## Action item:
Repeat the entries exactly, keeping every line as it is.
Start of Block
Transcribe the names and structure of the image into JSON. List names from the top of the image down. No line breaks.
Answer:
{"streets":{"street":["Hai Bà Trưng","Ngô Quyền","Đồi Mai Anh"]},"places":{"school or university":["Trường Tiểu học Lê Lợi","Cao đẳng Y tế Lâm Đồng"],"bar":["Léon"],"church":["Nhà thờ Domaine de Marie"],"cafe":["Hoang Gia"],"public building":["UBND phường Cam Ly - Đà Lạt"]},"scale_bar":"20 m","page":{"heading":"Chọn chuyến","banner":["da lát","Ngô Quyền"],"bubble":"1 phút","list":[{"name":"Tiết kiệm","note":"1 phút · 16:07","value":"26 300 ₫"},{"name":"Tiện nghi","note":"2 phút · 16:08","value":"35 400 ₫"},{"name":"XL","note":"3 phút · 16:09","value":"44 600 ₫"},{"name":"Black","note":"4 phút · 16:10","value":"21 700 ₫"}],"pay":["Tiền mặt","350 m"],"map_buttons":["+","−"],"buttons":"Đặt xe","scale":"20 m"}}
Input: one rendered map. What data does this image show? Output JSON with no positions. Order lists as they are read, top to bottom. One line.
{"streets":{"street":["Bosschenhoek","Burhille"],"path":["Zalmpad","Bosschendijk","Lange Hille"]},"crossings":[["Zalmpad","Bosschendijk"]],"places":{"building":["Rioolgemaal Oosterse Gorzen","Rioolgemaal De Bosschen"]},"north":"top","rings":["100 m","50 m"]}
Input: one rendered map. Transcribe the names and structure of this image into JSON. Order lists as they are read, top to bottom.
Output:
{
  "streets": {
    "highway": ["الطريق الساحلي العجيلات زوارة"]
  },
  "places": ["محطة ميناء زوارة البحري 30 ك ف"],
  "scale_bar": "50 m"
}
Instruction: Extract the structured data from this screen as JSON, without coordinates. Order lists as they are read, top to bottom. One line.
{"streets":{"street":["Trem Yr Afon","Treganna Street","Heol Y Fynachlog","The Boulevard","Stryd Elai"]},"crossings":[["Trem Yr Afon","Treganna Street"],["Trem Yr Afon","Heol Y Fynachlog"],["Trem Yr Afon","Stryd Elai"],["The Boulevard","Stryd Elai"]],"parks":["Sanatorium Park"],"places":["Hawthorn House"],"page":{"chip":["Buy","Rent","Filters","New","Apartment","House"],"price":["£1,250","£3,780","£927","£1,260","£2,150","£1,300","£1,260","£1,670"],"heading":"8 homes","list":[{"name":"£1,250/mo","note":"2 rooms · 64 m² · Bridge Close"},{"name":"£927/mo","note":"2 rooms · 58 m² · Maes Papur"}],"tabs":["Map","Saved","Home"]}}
End of Block
## Output of the task:
Transcribe the names and structure of the image into JSON. List names from the top of the image down. No line breaks.
Answer:
{"streets":{"street":["Hai Bà Trưng","Ngô Quyền","Đồi Mai Anh"]},"places":{"school or university":["Trường Tiểu học Lê Lợi","Cao đẳng Y tế Lâm Đồng"],"bar":["Léon"],"church":["Nhà thờ Domaine de Marie"],"cafe":["Hoang Gia"],"public building":["UBND phường Cam Ly - Đà Lạt"]},"scale_bar":"20 m","page":{"heading":"Chọn chuyến","banner":["da lát","Ngô Quyền"],"bubble":"1 phút","list":[{"name":"Tiết kiệm","note":"1 phút · 16:07","value":"26 300 ₫"},{"name":"Tiện nghi","note":"2 phút · 16:08","value":"35 400 ₫"},{"name":"XL","note":"3 phút · 16:09","value":"44 600 ₫"},{"name":"Black","note":"4 phút · 16:10","value":"21 700 ₫"}],"pay":["Tiền mặt","350 m"],"map_buttons":["+","−"],"buttons":"Đặt xe","scale":"20 m"}}
Input: one rendered map. What data does this image show? Output JSON with no positions. Order lists as they are read, top to bottom. One line.
{"streets":{"street":["Bosschenhoek","Burhille"],"path":["Zalmpad","Bosschendijk","Lange Hille"]},"crossings":[["Zalmpad","Bosschendijk"]],"places":{"building":["Rioolgemaal Oosterse Gorzen","Rioolgemaal De Bosschen"]},"north":"top","rings":["100 m","50 m"]}
Input: one rendered map. Transcribe the names and structure of this image into JSON. Order lists as they are read, top to bottom.
Output:
{
  "streets": {
    "highway": ["الطريق الساحلي العجيلات زوارة"]
  },
  "places": ["محطة ميناء زوارة البحري 30 ك ف"],
  "scale_bar": "50 m"
}
Instruction: Extract the structured data from this screen as JSON, without coordinates. Order lists as they are read, top to bottom. One line.
{"streets":{"street":["Trem Yr Afon","Treganna Street","Heol Y Fynachlog","The Boulevard","Stryd Elai"]},"crossings":[["Trem Yr Afon","Treganna Street"],["Trem Yr Afon","Heol Y Fynachlog"],["Trem Yr Afon","Stryd Elai"],["The Boulevard","Stryd Elai"]],"parks":["Sanatorium Park"],"places":["Hawthorn House"],"page":{"chip":["Buy","Rent","Filters","New","Apartment","House"],"price":["£1,250","£3,780","£927","£1,260","£2,150","£1,300","£1,260","£1,670"],"heading":"8 homes","list":[{"name":"£1,250/mo","note":"2 rooms · 64 m² · Bridge Close"},{"name":"£927/mo","note":"2 rooms · 58 m² · Maes Papur"}],"tabs":["Map","Saved","Home"]}}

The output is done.